**YOUR TASK**
Going line by line through the entries below, note each one with "rows", then report how many there are and nothing else.

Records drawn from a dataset

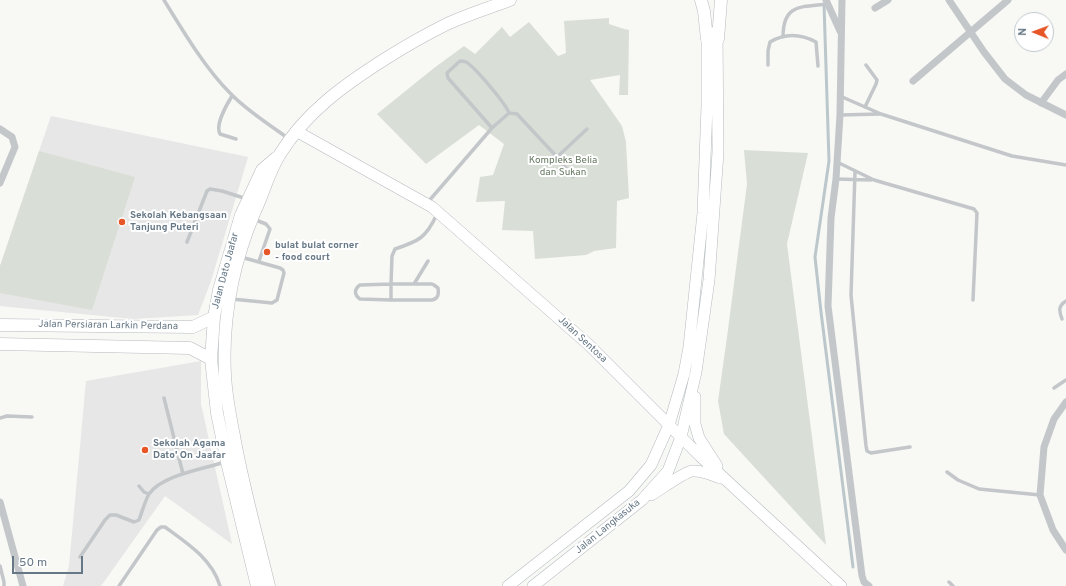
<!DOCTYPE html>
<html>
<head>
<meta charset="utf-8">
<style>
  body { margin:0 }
  #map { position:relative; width:1066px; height:586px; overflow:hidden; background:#f8f8f5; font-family:Overpass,sans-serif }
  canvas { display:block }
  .north { position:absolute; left:1014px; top:12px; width:40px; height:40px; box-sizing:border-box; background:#fff; border:1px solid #c2c9cf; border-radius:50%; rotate:271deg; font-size:11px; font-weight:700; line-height:16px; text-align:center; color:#667886 }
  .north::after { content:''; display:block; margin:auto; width:14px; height:18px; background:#e65627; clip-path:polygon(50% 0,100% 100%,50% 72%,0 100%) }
  .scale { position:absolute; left:12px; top:556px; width:71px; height:18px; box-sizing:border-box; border:2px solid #667886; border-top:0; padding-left:5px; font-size:12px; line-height:14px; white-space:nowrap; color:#667886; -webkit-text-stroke:3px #fff; paint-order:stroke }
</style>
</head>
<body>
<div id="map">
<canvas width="1066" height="586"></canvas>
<div class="north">N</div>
<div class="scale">50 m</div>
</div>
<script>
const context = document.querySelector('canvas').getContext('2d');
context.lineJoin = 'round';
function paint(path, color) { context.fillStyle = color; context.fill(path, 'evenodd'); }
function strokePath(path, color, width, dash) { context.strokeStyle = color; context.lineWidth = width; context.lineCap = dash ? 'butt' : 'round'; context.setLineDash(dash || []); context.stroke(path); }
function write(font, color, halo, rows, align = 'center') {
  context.font = font + ' Overpass,sans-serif'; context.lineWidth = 4; context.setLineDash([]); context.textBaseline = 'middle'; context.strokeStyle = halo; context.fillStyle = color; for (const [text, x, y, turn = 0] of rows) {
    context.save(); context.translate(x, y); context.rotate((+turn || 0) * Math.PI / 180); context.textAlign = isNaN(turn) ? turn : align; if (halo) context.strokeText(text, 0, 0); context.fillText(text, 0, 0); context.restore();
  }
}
paint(new Path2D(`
  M51,116l197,41 -37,124 -13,34 -65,4 -133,-13v-40z
  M201,361v43l31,140 -67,-48 -64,90h-38l6,-20 17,-185z`), '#e6e7e6');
paint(new Path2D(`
  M609,18v6l15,5 5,1 -1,65h-9l1,-20 -30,5 32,46 4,16 3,56 -12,3 -1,47 -22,3 -8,4 -51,4 -2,-28 -31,-1 3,-29 -29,1 4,-25 13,-2 11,-31 -25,-19 -53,39 -49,-50 57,-46 30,-22 11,8 27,-27 8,10 19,-15 29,34 8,-3 -2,-32z
  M744,150l64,3 -21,91 39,301 -102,-111 -6,-33 9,-64 20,-153z
  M39,151l96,26 -43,133 -92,-17v-27z`), '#d9dfd6');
strokePath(new Path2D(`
  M824,4l5,157 -14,96 6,55 32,255`), '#bbc7cb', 3);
const secondary = new Path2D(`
  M296,131l136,76 157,138 111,111 141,130
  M695,397v27l4,14 18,28
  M651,495c9,-5 33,-23 41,-24 10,-1 20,4 28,7
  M508,586l121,-95 22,-26 18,-40 15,-51 5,-27 14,-134 4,-107v-75
  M533,586l109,-86 26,-29 13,-34 15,-65 13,-92 9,-128 -1,-122`);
const primary = new Path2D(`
  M701,0l3,11 3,28
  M718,39l3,-39
  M0,325l193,2 21,-10
  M0,344l190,4 21,11
  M257,586l-30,-124 -10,-49 -6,-54 3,-42 5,-27 22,-75 21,-45 14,-12
  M269,586c-12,-50 -26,-99 -35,-150 -4,-20 -8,-41 -9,-61 -3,-57 8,-112 30,-164 9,-19 14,-40 25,-57 26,-42 64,-69 105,-95 19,-12 40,-24 60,-34 21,-10 44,-17 65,-25`);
strokePath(secondary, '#b5bbbf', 12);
strokePath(primary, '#b6bbbe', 13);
strokePath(new Path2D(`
  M164,0c19,31 41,68 66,93 17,18 39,31 59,46
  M783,37c0,-33 18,-30 44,-33
  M768,65v-14l2,-9c15,-9 31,-8 46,0l2,24
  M232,96c-5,8 -17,29 -12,38l16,5
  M840,96l41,18 131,42 54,9
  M865,107l11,-23 1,-4 -11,-15
  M840,115l40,-1
  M492,128l17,-15 8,1 40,43 30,-28
  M557,157l16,20
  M837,162l37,18 100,29 3,4 -4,87
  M855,172l-4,123 15,151 1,5 4,2 39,-6
  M836,179l35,1
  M428,202l64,-74 -44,-50 -1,-5 13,-12c2,0 4,0 6,1 8,4 40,42 43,51
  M253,219l13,5 4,5 -11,32
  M187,242l20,-51 3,-2 12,2 25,8
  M414,284l14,-23
  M232,299l40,4 5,-3 7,-27 -1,-3 -3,-2 -39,-11
  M391,300h41c6,-1 7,-6 6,-12l-4,-3 -2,-1h-41v16l-31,-1c-6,-4 -6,-10 0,-14l31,-1 1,-28 3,-7c24,-8 31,-11 42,-35
  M1062,319c-3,-8 -4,-13 4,-18
  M1054,388l12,-8
  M164,398l19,76
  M0,418l7,-2 25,1
  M947,472l11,8 21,9 61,6
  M139,486l5,6 5,2
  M80,557l25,-37 5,-5h6l18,7 5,-2c3,-8 6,-19 10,-26 13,-19 55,-25 76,-32
  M0,566l4,16v4
  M949,582l4,4
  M119,586l38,-56 4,-3h4c22,16 47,32 55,59`), '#c3c7ca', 3.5);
strokePath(new Path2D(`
  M826,0l14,31
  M842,0l-2,115 -4,64 -5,39 -3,88 34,270 2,6 5,4
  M949,0l35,52 21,27 21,16 40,20
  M875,8l13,-8
  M913,81l95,-81
  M1041,103l17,-23 8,-6
  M0,129l12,8 3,10 -15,36
  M1066,402l-12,17 -10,28 -4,48 13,35 13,20
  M0,502l23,84`), '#c3c7ca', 7);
strokePath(secondary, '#fff', 11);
strokePath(primary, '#fff', 12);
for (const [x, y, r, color] of [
  [122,222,4,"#e65627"],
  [267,252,4,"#e65627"],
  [145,450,4,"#e65627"]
]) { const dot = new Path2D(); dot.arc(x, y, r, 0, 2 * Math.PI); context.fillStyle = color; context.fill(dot); strokePath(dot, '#fff', 1.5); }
write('10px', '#667861', '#fff', [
  ["Kompleks Belia",563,161],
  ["dan Sukan",563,173]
]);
write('bold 10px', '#667886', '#fff', [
  ["Sekolah Kebangsaan",130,216],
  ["Tanjung Puteri",130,228],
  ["bulat bulat corner",275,246],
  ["- food court",275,258],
  ["Sekolah Agama",153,444],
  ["Dato' On Jaafar",153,456]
], 'left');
write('10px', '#667886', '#fff', [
  ["Jalan Dato Jaafar",226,271,-75],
  ["Jalan Persiaran Larkin Perdana",108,326,1],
  ["Jalan Sentosa",582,340,43],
  ["Jalan Langkasuka",608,527,-39]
]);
</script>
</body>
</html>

**ANSWER BELOW**
2